No continuity without desire. There is no desire in Iram; the time of Iram is not yet.
oh do you remember when we were courting
when my head lay upon your breast
you could make me believe by the falling of your arm
that the sun rose in the west
—American folksong
The reversal of time expressed in these lines is impossible in Iram. In Iram, there is nothing to reverse. Every time I go there, I see my uncle on the same bridge, and he raises his hand to greet me in the same way. He always tells me not to say every time, but I can’t help it; it’s a habit. He wishes I had come to visit him in Jeddah. I couldn’t go, I tell him. It would have meant an expensive trip.
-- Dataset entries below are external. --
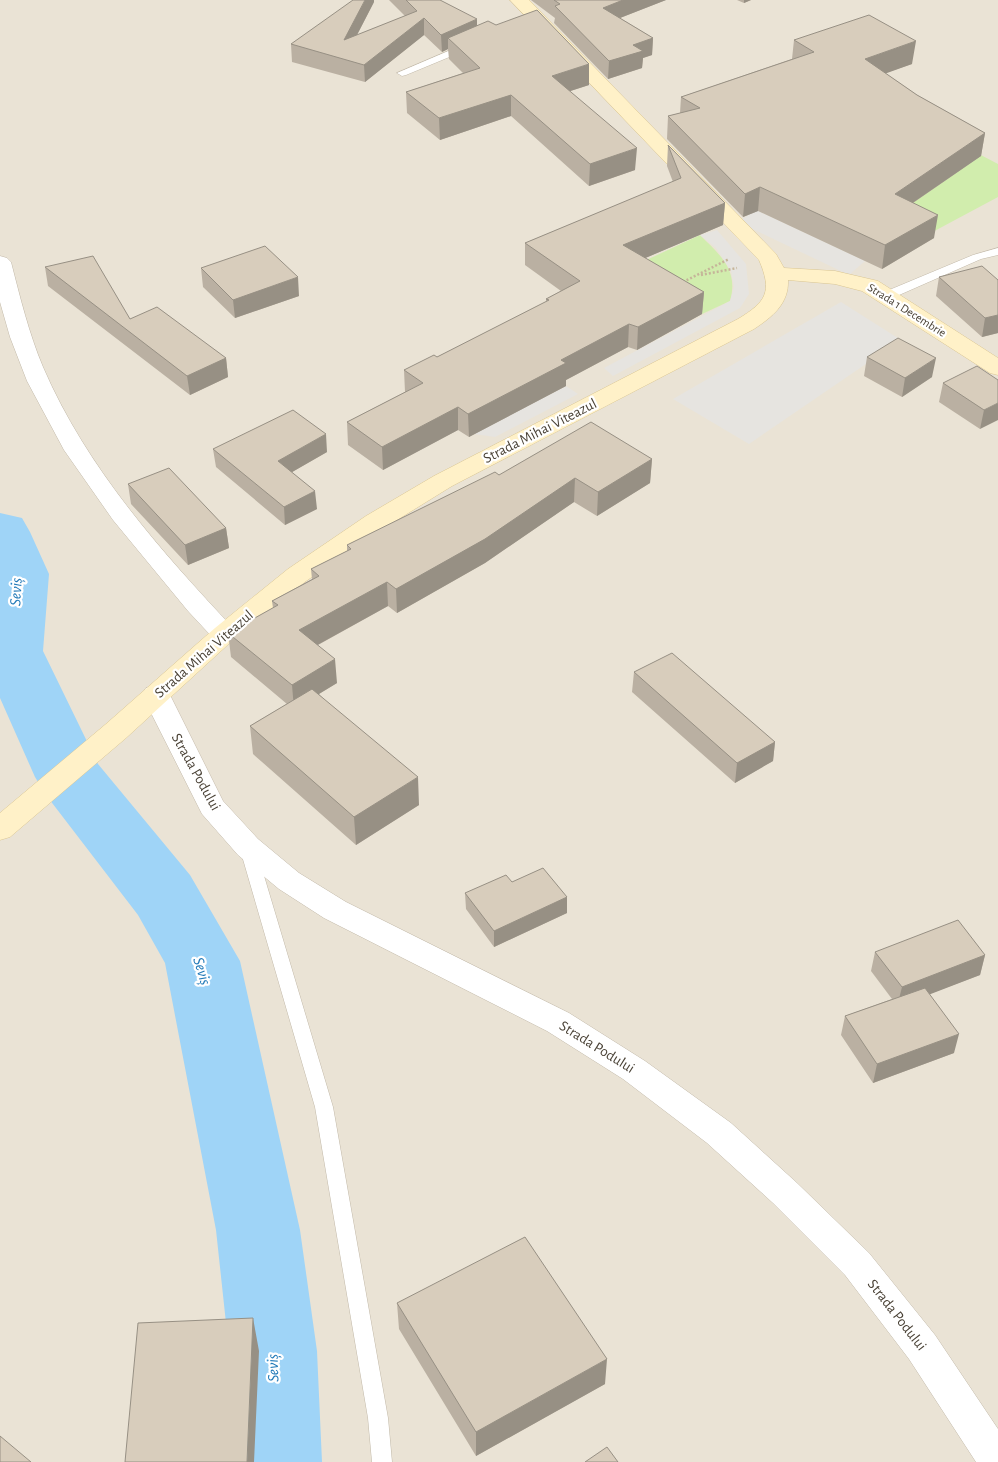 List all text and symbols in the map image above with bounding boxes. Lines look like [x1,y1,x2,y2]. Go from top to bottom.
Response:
street label: Strada 1 Decembrie [866,281,948,339]
street label: Strada Mihai Viteazul [481,396,599,466]
water label: Seviș [7,578,27,607]
street label: Strada Mihai Viteazul [152,607,256,701]
street label: Strada Podului [169,731,223,813]
water label: Seviș [188,955,214,987]
street label: Strada Podului [557,1018,637,1076]
street label: Strada Podului [865,1277,929,1353]
water label: Seviș [265,1354,283,1382] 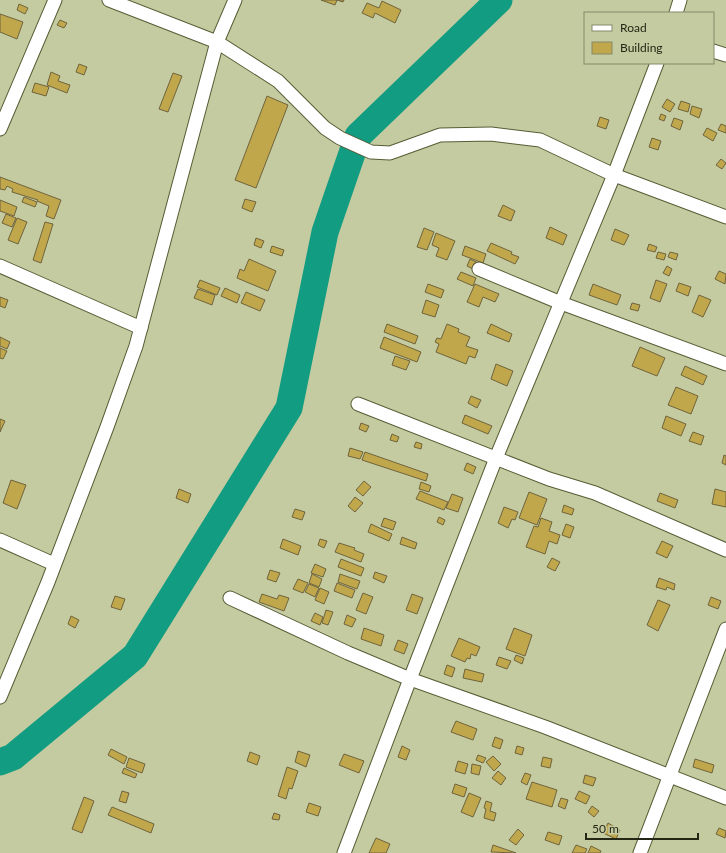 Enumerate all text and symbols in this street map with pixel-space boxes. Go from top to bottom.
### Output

I would have had to wear an abaya. I couldn’t do it.
My uncle is not at all angry. Well, he says. He pats my shoulder. Well. He’s wearing the most magnificent orange suit. Like my father, who is waiting for us at the restaurant, my uncle has style. The men in my family are all very beautiful.
When I say that Iram is lacking in domestic objects, I mean that we haven’t gathered enough. I try to bring something with me every time. Last time it was a collection of my father’s audiotapes, crammed into a pair of black plastic bags. The tapes are dusty with cigarette ash and poetry. It is only possible to listen to them in the worst light. A white, ugly, institutional light that, despite its harshness, is too weak to travel more than a couple of feet.
Fortunately the tapes create the sort of light they need.
At the restaurant, my father has already ordered. As always, he’s gotten the huge appetizer plate, more than a hundred appetizers arranged around a bowl of blue flame. I kiss his cheek. He waves, expansive: Sit down! It’s important to order the biggest thing. The entire restaurant must smell my father’s cologne. In Iram, this makes me happy. This is the good life. I don’t know what the blue flame is made of, but it keeps everybody warm.
You can stop there.
My mother says: Your father had beautiful skin. This was before he began to suffer from psoriasis. Now he goes out in a hat and gloves, even on the hottest days. My father has become allergic to sunlight. How is that possible, my mother asks. He’s a Somali—he grew up in the sun! My father puts on his hat and goes out to his car. His beautiful skin, my mother says sadly. The car starts up: a throbbing sound that remains, for me, after all these years, synonymous with fear.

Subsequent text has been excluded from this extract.